The authors of the paper used a statistical approach pairing past climate data in Brazil with information on crop productivity, farm revenue and agricultural loan performance. They combined this data with climate simulations to predict future weather conditions and their impacts on farming and how those changes will affect financial institutions.
“A difficulty in studying climate impacts on agriculture is that there are all sorts of adaptations happening all the time that aren’t easily observed, but are really important for understanding vulnerability and how risk is changing,” said coauthor Jennifer Burney, professor of environmental science at UC San Diego’s School of Global Policy and Strategy and Scripps Institution of Oceanography. “We were able to distinguish signals from different types of climate impacts and which ones led to this larger financial risk.”
Systematic thinking about building resilience against climate change around the globe
A key objective of the research is to support resilient food security under a changing climate, which requires understanding of when small climate shifts might have outsized impacts, spilling across regions or into other sectors through institutions like trade and banking.
Understanding the systemic risk posed by climate change is especially helpful for policymakers and disaster relief agencies, as climate change has increasingly become a national security threat. To that end, the statistical approach developed in the study could be applied around the globe.

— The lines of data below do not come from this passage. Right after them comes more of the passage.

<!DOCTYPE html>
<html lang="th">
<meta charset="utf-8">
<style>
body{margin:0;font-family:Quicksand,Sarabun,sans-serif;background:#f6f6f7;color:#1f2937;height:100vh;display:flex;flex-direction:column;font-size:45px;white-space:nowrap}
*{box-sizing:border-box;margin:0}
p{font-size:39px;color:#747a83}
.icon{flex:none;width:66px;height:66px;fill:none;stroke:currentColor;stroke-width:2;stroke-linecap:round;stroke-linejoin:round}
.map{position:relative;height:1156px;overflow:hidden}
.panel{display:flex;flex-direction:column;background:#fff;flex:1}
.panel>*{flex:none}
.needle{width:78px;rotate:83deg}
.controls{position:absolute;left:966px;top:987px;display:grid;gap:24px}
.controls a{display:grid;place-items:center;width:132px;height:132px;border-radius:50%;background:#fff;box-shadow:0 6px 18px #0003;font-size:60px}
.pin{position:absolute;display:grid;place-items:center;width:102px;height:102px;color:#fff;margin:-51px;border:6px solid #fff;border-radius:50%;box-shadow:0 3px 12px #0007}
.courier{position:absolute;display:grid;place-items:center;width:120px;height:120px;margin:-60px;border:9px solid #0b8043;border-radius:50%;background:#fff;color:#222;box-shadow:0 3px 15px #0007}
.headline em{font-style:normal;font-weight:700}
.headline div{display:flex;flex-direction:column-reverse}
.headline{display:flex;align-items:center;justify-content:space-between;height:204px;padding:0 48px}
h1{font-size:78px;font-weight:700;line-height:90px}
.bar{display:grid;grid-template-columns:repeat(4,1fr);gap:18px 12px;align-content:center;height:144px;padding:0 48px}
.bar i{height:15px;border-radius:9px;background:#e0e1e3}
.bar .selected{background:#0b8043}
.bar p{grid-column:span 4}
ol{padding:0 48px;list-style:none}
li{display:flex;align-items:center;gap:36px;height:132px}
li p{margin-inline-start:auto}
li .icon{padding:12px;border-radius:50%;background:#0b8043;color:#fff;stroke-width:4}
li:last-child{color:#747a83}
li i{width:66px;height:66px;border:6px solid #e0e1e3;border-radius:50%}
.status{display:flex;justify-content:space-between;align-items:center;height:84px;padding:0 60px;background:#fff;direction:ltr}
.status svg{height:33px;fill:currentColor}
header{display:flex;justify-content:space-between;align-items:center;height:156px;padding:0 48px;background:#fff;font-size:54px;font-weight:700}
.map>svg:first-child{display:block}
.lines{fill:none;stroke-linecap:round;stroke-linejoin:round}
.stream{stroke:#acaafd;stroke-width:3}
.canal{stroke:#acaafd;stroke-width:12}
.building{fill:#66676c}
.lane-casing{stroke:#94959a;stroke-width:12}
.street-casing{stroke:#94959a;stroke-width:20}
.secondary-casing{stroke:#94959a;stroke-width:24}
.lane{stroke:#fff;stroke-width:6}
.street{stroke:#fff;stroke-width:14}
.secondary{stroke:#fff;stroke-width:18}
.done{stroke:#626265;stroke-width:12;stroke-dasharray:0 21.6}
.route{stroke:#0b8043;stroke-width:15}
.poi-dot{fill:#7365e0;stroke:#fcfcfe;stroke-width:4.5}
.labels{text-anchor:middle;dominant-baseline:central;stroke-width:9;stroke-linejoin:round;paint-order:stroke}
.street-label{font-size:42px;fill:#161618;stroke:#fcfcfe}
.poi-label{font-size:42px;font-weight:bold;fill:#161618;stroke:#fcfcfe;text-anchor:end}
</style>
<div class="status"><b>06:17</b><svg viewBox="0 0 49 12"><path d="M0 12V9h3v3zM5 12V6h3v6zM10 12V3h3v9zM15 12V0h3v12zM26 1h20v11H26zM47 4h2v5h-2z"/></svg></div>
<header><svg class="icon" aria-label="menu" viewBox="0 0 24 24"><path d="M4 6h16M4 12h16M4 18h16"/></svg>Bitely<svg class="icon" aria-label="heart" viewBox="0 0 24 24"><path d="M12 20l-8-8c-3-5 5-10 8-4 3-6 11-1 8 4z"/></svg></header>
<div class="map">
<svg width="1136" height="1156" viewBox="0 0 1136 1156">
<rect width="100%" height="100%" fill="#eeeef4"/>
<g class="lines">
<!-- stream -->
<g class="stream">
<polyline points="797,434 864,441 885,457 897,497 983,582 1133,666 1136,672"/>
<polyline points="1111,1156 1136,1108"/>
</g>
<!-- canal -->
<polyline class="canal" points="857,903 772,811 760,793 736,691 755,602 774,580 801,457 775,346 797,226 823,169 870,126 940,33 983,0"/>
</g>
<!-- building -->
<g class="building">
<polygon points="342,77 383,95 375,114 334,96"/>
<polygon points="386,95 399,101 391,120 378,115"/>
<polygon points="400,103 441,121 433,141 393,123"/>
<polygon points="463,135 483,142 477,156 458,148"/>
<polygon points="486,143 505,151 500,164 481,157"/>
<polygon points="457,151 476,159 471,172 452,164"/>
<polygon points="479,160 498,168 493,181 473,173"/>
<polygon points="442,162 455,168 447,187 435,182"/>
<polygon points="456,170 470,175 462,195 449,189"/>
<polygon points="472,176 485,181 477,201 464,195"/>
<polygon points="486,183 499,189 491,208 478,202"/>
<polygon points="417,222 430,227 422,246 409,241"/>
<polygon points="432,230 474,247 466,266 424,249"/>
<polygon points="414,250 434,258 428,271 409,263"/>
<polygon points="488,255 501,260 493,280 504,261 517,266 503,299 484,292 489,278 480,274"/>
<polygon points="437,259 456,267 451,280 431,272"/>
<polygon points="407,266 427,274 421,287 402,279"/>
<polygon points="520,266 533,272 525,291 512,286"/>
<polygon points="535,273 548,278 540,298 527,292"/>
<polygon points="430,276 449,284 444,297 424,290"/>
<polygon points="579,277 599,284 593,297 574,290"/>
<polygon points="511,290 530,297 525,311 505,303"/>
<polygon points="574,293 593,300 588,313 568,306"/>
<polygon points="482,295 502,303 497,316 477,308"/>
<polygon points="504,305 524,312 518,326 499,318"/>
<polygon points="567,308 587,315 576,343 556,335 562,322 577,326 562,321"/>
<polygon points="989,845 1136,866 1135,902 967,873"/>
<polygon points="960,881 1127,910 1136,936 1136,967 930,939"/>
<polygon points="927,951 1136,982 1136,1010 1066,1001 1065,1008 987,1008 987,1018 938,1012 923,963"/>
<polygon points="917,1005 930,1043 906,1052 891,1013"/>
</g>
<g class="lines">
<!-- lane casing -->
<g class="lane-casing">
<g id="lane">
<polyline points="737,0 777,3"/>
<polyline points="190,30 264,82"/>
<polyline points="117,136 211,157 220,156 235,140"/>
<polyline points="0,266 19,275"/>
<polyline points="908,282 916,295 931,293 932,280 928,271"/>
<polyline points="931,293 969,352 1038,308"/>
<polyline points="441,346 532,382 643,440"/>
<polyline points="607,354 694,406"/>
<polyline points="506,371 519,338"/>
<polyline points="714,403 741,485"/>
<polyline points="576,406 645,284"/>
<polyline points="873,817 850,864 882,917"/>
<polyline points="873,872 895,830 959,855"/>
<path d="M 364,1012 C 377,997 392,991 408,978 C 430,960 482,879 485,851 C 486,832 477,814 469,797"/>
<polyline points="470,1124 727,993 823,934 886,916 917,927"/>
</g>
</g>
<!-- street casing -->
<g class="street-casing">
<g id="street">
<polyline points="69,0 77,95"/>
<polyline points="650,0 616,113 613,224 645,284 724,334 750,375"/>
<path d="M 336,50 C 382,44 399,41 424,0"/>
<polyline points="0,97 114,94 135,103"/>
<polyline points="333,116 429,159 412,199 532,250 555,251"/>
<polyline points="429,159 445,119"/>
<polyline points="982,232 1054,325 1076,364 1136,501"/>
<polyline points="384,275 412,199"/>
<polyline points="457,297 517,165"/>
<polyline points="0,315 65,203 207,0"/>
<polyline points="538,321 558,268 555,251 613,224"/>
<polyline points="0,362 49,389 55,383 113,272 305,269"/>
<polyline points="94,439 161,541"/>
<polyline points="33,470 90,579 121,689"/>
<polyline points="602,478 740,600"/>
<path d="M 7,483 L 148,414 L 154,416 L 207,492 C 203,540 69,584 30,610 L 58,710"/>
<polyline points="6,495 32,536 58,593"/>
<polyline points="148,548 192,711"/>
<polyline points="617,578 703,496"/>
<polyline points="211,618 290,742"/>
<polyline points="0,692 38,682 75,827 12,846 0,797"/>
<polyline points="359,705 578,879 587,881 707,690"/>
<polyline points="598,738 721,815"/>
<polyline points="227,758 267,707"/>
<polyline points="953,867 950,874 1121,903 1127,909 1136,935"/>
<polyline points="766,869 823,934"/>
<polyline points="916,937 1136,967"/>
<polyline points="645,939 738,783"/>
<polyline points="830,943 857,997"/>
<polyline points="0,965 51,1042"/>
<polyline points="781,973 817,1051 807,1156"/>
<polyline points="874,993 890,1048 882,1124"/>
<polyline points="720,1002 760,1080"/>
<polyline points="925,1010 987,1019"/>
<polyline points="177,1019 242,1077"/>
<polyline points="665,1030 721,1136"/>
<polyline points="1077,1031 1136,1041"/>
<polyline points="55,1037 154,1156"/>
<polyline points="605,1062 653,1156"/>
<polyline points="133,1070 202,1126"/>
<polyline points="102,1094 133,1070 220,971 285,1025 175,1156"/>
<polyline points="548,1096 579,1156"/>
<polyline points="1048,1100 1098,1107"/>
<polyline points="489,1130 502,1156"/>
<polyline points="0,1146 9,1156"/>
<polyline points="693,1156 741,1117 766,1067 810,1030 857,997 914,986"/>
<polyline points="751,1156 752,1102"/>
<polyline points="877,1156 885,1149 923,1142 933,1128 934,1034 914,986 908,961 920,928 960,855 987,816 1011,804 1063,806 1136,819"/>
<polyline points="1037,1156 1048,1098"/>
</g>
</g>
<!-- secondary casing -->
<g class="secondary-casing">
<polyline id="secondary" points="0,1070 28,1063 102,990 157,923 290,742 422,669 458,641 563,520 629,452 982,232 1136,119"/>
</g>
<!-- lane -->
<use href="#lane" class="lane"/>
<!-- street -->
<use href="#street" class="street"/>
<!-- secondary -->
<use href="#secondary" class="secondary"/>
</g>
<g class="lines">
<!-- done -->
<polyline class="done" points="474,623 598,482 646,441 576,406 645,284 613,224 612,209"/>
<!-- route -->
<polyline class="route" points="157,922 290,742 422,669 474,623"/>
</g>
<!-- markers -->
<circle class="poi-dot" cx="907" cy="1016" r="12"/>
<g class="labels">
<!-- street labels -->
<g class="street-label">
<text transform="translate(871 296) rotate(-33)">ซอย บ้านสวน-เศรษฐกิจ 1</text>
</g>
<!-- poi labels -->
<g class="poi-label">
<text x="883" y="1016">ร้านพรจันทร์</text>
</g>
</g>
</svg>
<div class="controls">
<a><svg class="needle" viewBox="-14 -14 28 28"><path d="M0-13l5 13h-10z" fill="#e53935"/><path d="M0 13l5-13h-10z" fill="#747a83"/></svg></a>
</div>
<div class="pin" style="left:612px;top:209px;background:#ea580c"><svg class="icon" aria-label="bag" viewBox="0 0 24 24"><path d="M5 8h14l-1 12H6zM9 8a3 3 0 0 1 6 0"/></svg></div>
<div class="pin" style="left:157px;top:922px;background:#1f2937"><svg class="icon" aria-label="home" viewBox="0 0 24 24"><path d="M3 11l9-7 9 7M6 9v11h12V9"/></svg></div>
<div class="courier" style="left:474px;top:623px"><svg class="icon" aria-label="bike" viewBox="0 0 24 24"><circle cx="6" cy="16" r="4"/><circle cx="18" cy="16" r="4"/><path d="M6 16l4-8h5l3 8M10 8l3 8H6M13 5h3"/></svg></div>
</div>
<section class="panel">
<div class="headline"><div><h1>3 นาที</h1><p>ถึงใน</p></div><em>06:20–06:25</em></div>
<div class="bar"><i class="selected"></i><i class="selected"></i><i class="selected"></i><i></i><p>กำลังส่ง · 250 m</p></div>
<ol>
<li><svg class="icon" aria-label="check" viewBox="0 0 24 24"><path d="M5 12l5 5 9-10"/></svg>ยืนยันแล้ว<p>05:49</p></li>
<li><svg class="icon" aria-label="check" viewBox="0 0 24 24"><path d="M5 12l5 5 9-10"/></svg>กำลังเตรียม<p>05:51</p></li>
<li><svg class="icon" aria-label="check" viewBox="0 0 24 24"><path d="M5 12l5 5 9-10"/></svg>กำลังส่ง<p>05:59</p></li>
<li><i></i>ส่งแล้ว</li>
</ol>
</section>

“The technique we developed will help populations identify where they are most vulnerable, how climate change will hurt them the most economically and what institutions they should focus on to build resilience,” said study coauthor Craig McIntosh, professor of economics at the School of Global Policy and Strategy.
For example, some governments in the Western Pacific region buy extra food on the global market in emerging El Niño years, when their own crop productivity suffers. The statistical approach used in the study could help governments around the world understand their own climate conditions and whether local, regional or international institutions will be best placed to address them.